Could the United States be facing an economic crisis in the agricultural industry similar to the farmers’ debt crisis in the 1980s? There is the possibility that it may happen when we observe the events that occurred during those times. Farmers were consumed in debt which caused them to lose their land, equipment and homes. It affected global economies because of incurred loan debts and decreased assets value. The same thing happened in the mortgage industry beginning in 2007, which resulted in homeowners and entrepreneurs losing their assets.

In the 1980s, farmers relied on bank loans to purchase new equipment and inevitably increased prices for their farm products, such as chickens and turkeys. The profitability margin increased for many farmers, but only lasted for a little while. The agricultural debt in the U.S. increased to more than $350 billion by the end of 1981. Farmers were heavily in loan debt with low value of assets. According to The Huffington Post, over 60,000 farmers lost their farm and homes between 1981 through 1986.

It appears that farmers who raise poultry, including chickens and turkeys are subjected to loan debt compared to large chicken factories. Companies, such as Perdue and Tyson contract with farmers to produce the products. The poultry farmers obtain loans and put their whole possessions up for collateral without knowledge of the outcome. Just because the interest rates are low during the time of the loan, the Federal Reserve can interest rates at any time.

But, what happens when farmers have to refinance at a higher interest rate?
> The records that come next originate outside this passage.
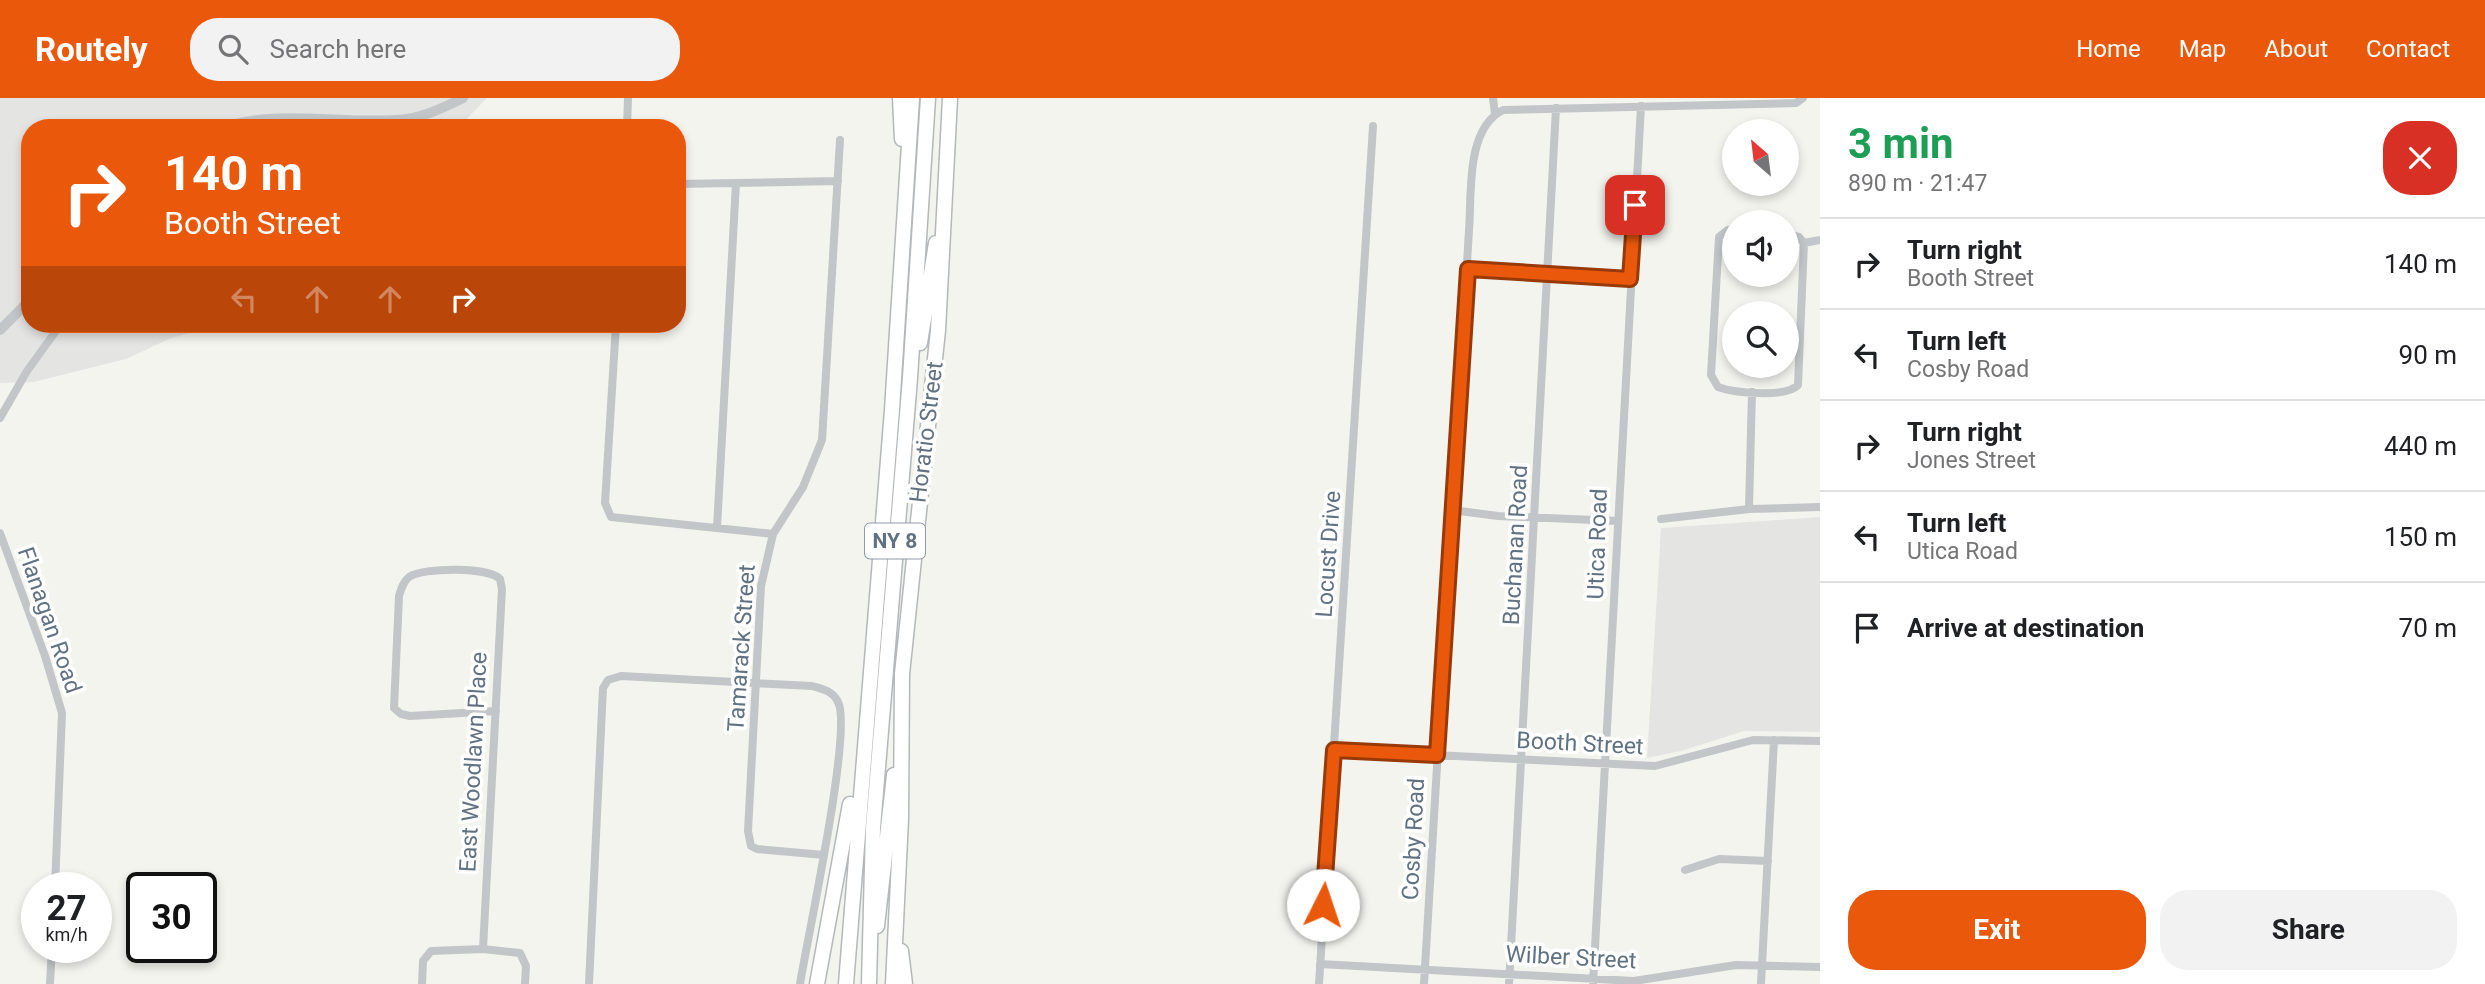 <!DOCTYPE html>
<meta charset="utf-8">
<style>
:root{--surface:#fff;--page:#f2f2f2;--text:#202124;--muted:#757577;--line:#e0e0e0;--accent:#ea580c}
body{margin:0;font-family:Roboto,sans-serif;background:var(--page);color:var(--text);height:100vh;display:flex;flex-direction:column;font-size:26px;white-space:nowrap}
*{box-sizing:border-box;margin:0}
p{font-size:23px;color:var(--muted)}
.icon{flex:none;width:38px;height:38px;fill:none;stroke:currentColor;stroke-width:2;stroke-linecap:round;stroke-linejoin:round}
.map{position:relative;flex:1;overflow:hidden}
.side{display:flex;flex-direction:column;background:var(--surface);width:665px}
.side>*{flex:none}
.banner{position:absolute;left:21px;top:21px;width:665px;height:214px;border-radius:28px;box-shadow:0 4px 10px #0003;background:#ea580c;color:#fff;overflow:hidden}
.needle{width:46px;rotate:332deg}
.controls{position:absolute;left:1722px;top:21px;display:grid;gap:14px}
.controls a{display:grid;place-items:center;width:77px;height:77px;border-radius:50%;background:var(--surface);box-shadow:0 4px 10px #0003;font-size:35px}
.speed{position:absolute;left:21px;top:774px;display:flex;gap:14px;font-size:35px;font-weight:700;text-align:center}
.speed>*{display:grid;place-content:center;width:91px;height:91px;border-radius:50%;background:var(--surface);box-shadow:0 4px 10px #0003;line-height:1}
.speed small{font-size:18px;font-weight:400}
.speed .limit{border:4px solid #111;border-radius:10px;background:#fff;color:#111}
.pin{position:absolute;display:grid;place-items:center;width:60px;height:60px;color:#fff;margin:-30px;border-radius:14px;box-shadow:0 4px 10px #0006}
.me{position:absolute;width:77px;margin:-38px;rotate:4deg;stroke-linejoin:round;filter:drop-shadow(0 0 5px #0008)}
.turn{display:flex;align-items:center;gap:24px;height:147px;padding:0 28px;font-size:32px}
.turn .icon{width:91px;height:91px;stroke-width:2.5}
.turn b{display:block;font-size:49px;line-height:60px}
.lanes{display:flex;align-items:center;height:66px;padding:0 28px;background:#0003;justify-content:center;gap:35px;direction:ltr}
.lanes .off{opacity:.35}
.round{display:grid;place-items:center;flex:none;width:74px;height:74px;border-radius:28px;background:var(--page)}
.overview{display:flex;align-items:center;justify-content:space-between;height:119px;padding:0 28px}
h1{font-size:42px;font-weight:700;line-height:52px;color:#1e9e55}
.action{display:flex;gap:14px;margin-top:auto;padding:14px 28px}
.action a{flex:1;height:80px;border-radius:28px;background:var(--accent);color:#fff;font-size:28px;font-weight:700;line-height:80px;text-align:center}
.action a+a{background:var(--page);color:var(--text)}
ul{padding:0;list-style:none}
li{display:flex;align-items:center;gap:21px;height:91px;padding:0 28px;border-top:2px solid var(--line)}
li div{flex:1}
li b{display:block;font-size:26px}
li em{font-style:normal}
header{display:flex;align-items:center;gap:42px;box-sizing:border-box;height:98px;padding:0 35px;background:var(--accent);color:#fff}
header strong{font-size:33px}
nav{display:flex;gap:38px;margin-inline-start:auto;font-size:24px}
.search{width:490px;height:63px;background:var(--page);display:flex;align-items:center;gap:18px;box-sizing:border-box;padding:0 24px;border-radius:28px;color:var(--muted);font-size:26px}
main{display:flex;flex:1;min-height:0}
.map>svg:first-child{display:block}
.built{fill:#e4e5e3}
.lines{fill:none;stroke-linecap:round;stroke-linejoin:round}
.motorway-casing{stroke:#b4b8bb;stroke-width:17}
.minor{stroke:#c2c6c9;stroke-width:8}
.tertiary{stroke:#c2c6c9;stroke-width:10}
.motorway{stroke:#fff;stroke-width:14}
.route-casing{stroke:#983908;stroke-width:18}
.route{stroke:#ea580c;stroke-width:12}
.labels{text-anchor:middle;stroke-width:7;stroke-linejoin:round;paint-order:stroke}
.shield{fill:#fff;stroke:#909ca8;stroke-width:2}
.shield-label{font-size:21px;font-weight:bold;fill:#607282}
.street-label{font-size:23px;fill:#607282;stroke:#fff}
</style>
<header>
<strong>Routely</strong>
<div class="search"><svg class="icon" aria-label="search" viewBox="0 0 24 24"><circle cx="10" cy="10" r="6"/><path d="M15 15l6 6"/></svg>Search here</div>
<nav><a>Home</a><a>Map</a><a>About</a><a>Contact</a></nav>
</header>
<main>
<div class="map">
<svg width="1820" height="886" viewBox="0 0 1820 886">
<rect width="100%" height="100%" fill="#f4f4ef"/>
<path class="built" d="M0,0H487L458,30H30V226H218L169,241L126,261L34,284L0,285Z
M1820,419V634L1744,633L1681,653L1647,660L1661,430Z"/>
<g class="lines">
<defs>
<path id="motorway" d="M900,0L902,41
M920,245L936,145
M877,828L894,677
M901,853L905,886
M817,886L850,706
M846,886L892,312L912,0
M869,886L873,730L910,280L928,0
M893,886L901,721L902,576L938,232L950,0"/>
</defs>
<use href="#motorway" class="motorway-casing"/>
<path class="minor" d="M1493,0L1495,16
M627,30L628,0
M677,86L838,83
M1734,132H1728L1719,139L1711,277L1718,289C1734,295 1786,300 1798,287L1804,145
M1787,136L1799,139L1804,145
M1804,145L1820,142
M1468,171L1630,181
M616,226L605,405L611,419L773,436
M0,320L27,273L61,226
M1749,411L1752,294
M1452,412L1498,418L1618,423
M1661,421L1749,411L1820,409
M717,430L736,85
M0,435L45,558L62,615L55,789
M1334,652L1655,668L1753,642L1820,643
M824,757L757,751L751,748L748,733L761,488L773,436L803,389L822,342L840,42
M1685,772L1719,761L1768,763
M483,851L502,491L500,481C490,469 423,469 409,479C403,484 401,491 399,498L394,610L401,616L410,618L496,613
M1320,866L1634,883L1736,867L1820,869
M50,886L52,849
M422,886L423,863L431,853L483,851L520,855L526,868L525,886
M589,886L603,590L608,582L621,578L812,588C823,591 833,593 838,604C853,631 807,842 800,886
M1319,886L1373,28
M1424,886L1469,132C1472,97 1465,31 1503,12L1796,5L1803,0
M1509,886L1556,10
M1593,886L1641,8
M1761,886L1774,642"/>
<path class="tertiary" d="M220,30C279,11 337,26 397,22C420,21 443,10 463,0
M0,232L30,202"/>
<use href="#motorway" class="motorway"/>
</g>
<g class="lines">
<defs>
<path id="route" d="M1323,807L1334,652L1437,657L1468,171L1630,181L1635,107"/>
</defs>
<use href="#route" class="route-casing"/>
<use href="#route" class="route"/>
</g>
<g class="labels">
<rect class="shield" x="865" y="425.5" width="60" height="35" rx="5"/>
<g class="shield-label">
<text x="895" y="450">NY 8</text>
</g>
<g class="street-label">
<text transform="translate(926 334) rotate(-83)" y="8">Horatio Street</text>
<text transform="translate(1597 446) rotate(-88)" y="8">Utica Road</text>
<text transform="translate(1515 447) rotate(-87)" y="8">Buchanan Road</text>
<text transform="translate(1328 456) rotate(-86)" y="8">Locust Drive</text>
<text transform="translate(50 522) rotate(71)" y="8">Flanagan Road</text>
<text transform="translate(741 550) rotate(-86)" y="8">Tamarack Street</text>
<text transform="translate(1580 645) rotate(3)" y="8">Booth Street</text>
<text transform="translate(473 664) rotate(-87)" y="8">East Woodlawn Place</text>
<text transform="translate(1413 741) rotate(-87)" y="8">Cosby Road</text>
<text transform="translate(1571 859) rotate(3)" y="8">Wilber Street</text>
</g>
</g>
</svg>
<div class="controls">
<a><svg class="needle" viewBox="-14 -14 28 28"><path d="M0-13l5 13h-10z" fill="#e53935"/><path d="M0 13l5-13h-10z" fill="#757577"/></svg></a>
<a><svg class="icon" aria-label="sound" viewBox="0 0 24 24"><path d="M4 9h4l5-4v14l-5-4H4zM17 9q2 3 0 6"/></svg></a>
<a><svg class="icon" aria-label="search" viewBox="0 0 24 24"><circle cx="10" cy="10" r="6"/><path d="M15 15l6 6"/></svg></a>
</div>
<div class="speed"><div>27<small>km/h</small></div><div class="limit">30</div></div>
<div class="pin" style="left:1635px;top:107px;background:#d93025"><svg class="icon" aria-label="arrive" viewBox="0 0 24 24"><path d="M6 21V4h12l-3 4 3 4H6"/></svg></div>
<svg class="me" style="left:1323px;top:807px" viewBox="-20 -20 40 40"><circle r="19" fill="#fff"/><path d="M0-13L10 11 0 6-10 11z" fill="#ea580c"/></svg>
<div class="banner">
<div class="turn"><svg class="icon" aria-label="right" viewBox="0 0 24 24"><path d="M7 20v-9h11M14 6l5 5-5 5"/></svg><div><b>140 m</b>Booth Street</div></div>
<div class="lanes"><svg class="icon off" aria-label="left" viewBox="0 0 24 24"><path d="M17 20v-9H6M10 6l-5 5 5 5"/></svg><svg class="icon off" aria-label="ahead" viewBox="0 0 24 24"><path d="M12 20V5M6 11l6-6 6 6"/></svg><svg class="icon off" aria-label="ahead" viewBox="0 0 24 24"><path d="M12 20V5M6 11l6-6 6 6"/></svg><svg class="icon" aria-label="right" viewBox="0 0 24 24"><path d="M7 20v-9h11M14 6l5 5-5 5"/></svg></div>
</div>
</div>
<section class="side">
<div class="overview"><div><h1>3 min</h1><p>890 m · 21:47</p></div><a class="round" style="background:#d93025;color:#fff"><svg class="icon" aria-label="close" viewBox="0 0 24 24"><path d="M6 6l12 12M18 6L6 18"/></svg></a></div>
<ul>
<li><svg class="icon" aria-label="right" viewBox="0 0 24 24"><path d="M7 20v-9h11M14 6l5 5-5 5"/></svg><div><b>Turn right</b><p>Booth Street</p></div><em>140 m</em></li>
<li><svg class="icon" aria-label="left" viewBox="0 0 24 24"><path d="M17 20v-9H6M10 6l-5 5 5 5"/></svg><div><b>Turn left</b><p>Cosby Road</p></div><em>90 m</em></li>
<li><svg class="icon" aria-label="right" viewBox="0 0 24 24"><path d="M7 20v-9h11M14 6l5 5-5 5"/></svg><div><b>Turn right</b><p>Jones Street</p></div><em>440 m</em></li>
<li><svg class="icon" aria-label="left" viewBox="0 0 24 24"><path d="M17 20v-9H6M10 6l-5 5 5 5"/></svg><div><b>Turn left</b><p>Utica Road</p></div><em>150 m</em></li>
<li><svg class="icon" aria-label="arrive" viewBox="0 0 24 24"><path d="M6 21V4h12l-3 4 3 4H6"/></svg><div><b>Arrive at destination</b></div><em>70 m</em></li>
</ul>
<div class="action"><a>Exit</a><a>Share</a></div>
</section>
</main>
It causes financial stress, risk, and burden on the farmer and his or her family. To start a chicken farm business, the entrepreneur needs approximately $1 million or more in capital. That’s an enormous debt for farmers considering one chicken is sold at approximately five cents per pound. So, who’s really bringing in high revenue, the chicken companies and manufacturers.

Farmers incur mostly financial debt and risk, rather than profits when they use their assets as collateral to receive loans from banking institutions. The banks are protected by federal government agencies, including Farm Service and Small Business. Who is protecting the farmers when they are encouraged to get loans and eventually default? Maybe the government can do something to start protecting the farmers who do all the hard work to raise chickens and turkeys.